▶ **Materials provided**
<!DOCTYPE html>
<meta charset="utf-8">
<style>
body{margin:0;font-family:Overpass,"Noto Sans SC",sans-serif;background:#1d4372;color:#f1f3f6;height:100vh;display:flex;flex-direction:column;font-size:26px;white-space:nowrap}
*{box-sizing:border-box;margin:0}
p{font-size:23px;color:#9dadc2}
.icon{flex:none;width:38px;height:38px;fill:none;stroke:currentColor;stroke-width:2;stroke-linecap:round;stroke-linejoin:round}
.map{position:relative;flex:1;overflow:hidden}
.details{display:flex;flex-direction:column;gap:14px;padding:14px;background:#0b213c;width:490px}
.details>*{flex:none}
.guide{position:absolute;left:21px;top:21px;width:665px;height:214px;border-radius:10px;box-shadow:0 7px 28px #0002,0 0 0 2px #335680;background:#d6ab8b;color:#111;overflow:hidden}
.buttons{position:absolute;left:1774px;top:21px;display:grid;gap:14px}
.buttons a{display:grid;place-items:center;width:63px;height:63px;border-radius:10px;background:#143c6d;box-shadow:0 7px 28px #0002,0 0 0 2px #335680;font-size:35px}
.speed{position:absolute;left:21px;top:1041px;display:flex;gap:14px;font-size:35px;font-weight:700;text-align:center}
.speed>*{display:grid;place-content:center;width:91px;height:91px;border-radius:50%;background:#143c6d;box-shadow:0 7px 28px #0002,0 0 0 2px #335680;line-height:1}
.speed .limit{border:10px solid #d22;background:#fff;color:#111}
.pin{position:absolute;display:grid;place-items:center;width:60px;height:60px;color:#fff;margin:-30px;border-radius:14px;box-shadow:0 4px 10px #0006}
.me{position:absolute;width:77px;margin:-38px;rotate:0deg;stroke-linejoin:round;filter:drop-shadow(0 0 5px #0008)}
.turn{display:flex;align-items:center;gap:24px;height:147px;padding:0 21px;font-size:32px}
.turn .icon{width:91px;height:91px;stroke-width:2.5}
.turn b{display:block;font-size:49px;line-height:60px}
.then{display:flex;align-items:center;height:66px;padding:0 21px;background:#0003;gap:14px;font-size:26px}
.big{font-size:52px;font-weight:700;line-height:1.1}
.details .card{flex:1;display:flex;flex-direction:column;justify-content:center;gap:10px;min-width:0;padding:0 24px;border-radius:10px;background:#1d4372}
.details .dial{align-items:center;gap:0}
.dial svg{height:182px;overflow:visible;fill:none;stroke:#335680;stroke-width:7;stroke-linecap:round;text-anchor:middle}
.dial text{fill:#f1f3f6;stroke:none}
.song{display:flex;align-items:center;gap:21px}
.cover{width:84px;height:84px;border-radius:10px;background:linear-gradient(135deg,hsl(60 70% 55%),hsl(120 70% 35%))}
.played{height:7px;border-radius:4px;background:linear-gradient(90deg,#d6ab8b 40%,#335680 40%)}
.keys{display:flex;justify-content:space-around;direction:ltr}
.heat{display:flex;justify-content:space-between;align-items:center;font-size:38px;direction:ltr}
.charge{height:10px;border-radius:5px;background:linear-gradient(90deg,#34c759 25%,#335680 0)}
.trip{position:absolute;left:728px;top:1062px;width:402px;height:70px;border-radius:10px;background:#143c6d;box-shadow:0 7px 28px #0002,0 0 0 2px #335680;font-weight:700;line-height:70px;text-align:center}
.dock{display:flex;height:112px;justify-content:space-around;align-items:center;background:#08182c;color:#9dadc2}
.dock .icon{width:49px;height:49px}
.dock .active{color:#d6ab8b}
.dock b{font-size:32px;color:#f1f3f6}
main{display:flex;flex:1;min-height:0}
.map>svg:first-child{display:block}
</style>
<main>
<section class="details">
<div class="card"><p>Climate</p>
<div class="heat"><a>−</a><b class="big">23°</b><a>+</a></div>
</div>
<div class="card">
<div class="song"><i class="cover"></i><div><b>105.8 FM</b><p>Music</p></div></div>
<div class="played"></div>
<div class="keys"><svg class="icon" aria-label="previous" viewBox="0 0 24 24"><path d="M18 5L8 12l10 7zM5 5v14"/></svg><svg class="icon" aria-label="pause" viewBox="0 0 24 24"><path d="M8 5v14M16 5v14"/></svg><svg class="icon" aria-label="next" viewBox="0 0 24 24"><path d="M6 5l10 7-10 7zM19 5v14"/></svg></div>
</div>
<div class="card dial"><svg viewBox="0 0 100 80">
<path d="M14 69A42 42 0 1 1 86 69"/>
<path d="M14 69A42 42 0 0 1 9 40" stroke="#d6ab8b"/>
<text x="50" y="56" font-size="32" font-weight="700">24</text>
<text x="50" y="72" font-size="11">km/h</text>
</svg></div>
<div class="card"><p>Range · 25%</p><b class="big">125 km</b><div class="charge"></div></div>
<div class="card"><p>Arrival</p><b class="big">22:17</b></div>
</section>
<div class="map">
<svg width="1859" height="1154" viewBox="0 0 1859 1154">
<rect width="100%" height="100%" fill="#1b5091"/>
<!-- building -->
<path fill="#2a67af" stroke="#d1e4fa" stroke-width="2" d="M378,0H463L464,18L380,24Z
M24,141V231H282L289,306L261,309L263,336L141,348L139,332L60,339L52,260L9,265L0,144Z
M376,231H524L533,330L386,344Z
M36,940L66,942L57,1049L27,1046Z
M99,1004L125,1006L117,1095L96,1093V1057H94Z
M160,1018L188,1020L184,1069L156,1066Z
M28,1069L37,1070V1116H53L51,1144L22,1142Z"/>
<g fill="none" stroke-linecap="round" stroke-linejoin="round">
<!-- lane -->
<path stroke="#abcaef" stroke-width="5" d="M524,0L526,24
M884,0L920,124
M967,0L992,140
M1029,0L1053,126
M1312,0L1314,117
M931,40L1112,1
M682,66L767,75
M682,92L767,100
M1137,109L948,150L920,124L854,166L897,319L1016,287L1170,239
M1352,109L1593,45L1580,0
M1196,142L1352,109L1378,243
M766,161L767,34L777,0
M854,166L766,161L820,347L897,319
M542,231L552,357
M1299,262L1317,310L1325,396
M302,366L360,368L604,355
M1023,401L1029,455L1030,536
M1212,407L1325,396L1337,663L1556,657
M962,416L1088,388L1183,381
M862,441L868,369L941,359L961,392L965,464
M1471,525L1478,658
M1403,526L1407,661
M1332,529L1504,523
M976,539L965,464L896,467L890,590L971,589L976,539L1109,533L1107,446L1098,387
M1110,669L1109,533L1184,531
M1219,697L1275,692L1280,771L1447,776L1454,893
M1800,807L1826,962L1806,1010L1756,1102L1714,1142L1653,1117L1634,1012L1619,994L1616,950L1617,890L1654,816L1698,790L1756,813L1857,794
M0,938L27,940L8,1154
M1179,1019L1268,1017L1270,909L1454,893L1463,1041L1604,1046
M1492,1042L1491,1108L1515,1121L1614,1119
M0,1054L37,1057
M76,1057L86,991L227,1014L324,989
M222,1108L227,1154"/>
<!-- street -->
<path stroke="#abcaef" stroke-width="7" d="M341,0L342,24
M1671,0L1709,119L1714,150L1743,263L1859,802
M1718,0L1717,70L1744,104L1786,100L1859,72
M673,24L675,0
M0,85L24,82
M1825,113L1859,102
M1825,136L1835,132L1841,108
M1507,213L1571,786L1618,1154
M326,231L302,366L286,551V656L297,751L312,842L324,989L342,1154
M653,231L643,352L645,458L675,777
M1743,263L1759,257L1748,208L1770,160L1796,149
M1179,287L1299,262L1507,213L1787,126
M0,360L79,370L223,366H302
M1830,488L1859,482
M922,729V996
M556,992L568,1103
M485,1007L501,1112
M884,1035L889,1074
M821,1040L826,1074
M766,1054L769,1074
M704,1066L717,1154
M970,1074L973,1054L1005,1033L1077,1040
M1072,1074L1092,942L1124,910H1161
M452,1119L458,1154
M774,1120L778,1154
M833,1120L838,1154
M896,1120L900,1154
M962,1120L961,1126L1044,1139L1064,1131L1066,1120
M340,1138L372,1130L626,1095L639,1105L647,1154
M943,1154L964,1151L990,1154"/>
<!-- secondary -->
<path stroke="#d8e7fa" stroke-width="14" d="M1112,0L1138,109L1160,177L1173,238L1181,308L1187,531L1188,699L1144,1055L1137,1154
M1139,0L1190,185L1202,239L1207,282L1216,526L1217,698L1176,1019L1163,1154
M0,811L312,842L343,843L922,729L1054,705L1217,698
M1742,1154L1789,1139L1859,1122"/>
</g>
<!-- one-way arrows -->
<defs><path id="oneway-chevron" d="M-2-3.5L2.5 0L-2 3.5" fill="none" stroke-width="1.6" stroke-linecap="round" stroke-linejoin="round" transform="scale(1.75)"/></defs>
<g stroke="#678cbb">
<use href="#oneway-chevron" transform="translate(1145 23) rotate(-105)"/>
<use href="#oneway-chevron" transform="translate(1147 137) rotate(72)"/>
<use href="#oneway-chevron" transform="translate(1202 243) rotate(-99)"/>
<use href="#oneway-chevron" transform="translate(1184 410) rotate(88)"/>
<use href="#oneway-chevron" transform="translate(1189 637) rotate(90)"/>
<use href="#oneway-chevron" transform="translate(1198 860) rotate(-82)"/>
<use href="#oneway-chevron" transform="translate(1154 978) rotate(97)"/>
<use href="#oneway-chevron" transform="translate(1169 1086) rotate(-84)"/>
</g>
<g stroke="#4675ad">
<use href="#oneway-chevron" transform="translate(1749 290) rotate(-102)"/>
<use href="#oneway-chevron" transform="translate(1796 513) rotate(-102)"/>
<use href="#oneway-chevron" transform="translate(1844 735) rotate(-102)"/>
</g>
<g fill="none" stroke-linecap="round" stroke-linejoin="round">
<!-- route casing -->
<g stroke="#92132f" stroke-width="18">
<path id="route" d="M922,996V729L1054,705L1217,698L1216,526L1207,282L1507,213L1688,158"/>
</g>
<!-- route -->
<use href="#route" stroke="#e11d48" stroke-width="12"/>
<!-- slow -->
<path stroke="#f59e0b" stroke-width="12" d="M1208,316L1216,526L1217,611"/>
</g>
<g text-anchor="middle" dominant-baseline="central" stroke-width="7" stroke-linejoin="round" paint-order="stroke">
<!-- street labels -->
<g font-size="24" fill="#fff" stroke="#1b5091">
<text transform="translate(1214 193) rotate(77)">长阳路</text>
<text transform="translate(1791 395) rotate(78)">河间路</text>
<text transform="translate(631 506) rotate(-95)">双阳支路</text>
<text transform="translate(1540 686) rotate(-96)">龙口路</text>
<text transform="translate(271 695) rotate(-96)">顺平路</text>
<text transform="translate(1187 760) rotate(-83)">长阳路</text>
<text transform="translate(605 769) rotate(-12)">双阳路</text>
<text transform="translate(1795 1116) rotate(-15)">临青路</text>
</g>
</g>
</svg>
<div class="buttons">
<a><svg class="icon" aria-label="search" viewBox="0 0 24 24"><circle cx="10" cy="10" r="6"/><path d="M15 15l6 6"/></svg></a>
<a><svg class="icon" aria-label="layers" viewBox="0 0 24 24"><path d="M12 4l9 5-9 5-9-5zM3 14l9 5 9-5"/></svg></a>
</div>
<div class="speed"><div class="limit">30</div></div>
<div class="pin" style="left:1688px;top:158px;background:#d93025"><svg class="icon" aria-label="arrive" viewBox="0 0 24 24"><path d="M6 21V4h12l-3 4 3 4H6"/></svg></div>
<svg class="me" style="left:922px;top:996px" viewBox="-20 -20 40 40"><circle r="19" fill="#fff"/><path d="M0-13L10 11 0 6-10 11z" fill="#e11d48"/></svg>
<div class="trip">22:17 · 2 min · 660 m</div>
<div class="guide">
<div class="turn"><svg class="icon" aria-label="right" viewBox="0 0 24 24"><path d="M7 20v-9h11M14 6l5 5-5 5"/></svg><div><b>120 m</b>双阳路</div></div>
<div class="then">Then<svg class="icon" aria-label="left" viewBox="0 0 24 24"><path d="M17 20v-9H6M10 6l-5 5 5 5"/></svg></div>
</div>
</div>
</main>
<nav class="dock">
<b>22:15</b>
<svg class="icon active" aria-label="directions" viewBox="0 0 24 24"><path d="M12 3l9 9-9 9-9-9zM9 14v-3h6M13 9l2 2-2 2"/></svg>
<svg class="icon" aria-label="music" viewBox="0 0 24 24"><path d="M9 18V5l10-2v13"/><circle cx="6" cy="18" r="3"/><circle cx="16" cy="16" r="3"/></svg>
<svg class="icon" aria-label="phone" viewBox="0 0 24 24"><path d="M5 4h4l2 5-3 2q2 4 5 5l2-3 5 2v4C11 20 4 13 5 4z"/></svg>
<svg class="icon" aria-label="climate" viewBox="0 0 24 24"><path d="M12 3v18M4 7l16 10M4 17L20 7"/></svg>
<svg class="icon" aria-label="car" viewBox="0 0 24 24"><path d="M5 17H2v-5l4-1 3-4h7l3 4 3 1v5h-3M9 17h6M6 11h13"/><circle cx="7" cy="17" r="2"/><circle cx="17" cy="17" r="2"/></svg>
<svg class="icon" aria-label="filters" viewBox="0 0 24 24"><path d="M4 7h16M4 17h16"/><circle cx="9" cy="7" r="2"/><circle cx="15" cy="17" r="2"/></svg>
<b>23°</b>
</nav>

* * *

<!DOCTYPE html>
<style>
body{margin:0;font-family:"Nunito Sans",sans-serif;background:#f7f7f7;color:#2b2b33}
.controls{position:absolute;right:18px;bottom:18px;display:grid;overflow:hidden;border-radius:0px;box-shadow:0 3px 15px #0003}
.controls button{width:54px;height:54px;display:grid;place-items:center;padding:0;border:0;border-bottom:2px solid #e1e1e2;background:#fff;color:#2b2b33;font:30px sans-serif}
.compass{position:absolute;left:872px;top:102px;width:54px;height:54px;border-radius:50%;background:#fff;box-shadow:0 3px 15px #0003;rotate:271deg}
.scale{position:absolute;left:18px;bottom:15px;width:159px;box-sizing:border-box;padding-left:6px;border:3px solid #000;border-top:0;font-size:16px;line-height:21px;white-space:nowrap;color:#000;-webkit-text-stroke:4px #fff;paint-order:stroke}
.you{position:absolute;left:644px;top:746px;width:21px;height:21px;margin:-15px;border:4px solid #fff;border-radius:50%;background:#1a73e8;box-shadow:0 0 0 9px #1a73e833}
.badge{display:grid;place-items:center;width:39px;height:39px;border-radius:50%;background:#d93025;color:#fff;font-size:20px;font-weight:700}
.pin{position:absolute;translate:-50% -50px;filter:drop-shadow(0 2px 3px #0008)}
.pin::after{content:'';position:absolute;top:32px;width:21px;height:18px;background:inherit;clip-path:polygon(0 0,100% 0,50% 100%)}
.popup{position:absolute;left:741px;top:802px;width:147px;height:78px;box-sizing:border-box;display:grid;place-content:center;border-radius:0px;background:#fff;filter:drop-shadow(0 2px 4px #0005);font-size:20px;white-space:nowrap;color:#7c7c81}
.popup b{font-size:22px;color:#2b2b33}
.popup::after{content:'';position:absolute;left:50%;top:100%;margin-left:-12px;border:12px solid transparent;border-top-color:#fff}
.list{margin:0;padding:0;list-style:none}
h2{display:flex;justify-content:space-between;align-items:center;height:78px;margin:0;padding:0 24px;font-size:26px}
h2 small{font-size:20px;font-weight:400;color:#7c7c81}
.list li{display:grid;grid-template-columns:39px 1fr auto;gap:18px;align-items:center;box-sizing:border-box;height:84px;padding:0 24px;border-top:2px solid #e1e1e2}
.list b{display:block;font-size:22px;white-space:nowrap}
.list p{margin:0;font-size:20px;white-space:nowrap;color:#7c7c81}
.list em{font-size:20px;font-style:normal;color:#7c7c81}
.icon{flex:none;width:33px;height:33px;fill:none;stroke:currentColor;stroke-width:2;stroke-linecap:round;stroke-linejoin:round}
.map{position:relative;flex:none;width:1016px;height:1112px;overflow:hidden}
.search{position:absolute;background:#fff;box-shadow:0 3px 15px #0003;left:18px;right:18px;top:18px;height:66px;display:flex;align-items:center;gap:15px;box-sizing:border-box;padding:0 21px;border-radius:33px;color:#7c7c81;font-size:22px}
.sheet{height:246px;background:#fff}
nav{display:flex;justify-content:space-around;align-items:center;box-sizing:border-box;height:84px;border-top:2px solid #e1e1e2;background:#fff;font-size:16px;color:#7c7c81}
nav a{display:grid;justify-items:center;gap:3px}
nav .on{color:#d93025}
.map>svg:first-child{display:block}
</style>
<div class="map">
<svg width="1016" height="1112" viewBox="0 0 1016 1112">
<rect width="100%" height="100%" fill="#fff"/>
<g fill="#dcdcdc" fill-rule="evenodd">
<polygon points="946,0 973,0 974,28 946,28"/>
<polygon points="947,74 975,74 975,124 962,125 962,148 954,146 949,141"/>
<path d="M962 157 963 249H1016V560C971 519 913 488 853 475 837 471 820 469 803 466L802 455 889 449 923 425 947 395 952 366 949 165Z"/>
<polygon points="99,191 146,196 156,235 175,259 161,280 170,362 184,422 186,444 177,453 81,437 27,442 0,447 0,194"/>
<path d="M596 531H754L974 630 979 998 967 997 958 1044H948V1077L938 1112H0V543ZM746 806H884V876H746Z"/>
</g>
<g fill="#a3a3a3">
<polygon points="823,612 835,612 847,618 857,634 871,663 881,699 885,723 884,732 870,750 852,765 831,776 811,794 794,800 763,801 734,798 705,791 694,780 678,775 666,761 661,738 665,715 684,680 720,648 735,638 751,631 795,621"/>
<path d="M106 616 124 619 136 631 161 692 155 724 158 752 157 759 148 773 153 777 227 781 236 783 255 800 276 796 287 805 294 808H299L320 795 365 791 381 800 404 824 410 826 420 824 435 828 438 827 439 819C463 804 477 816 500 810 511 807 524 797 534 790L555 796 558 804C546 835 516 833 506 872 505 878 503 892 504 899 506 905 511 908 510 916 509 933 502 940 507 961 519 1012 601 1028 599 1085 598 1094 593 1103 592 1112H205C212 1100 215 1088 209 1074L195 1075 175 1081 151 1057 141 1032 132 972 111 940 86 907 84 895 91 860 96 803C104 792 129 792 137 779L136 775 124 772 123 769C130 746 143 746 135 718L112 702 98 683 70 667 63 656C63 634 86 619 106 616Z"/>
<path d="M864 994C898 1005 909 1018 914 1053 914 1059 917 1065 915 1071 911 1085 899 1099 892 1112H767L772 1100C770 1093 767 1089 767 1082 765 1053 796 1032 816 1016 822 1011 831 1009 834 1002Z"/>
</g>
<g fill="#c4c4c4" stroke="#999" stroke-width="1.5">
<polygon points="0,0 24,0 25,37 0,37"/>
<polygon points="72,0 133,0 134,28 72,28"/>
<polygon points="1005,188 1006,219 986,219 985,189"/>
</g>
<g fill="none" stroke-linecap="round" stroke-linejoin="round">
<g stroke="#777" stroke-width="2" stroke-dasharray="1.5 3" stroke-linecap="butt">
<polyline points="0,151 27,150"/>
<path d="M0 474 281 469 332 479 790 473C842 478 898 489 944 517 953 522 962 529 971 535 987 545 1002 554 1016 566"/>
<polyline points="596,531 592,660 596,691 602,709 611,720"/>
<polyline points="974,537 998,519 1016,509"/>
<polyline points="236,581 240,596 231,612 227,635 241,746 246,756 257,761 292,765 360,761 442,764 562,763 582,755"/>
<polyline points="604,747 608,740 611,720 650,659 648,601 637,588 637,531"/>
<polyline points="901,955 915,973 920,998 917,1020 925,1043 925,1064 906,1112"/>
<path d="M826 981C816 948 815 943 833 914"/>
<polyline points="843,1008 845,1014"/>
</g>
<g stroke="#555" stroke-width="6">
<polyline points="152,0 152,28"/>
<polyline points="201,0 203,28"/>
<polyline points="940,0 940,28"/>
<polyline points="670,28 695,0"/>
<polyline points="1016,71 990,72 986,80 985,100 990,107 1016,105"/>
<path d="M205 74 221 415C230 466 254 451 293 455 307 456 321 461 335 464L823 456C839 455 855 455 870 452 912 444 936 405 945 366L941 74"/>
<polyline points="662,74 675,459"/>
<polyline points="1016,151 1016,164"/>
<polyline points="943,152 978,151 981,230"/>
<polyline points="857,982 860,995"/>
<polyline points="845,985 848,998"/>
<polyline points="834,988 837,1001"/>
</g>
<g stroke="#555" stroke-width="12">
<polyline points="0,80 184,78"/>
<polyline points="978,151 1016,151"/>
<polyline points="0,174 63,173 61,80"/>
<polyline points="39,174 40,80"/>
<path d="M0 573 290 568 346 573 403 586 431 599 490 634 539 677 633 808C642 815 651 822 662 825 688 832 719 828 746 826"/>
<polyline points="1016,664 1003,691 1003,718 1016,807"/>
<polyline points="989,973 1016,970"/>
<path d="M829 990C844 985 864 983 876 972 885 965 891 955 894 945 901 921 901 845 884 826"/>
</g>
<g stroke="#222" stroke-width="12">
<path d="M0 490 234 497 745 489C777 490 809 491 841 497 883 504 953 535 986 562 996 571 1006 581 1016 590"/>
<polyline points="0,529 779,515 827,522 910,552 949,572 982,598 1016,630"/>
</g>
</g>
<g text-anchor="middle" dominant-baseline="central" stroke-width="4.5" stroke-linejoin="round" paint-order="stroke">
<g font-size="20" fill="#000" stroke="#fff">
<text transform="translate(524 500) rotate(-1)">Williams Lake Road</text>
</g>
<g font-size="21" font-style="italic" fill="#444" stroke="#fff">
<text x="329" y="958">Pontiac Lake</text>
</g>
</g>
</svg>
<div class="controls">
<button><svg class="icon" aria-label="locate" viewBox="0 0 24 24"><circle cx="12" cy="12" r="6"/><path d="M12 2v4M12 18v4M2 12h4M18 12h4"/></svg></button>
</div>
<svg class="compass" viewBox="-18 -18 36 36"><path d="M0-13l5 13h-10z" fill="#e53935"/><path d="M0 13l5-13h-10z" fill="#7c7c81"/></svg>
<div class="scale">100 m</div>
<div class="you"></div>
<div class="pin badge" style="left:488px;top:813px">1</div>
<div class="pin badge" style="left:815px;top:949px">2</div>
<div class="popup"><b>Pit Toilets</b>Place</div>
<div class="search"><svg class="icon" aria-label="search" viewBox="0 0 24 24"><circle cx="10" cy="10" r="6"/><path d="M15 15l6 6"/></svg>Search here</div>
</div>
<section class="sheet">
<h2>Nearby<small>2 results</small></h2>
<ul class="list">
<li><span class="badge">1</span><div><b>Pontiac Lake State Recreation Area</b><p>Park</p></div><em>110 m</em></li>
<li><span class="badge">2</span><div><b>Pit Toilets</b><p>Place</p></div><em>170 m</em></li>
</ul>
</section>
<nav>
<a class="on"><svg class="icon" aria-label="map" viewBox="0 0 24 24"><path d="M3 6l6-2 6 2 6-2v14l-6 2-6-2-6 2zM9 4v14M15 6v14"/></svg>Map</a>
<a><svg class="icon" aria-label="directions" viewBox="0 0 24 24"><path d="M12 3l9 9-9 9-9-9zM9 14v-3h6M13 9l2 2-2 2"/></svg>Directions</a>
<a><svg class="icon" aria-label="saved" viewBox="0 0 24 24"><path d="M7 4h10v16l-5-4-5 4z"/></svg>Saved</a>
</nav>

▶ **Your assignment**
All the lines that hold the word "sheet" must appear in the answer, copied from the records.

▶ **Answer box**
.sheet{height:246px;background:#fff}
<section class="sheet">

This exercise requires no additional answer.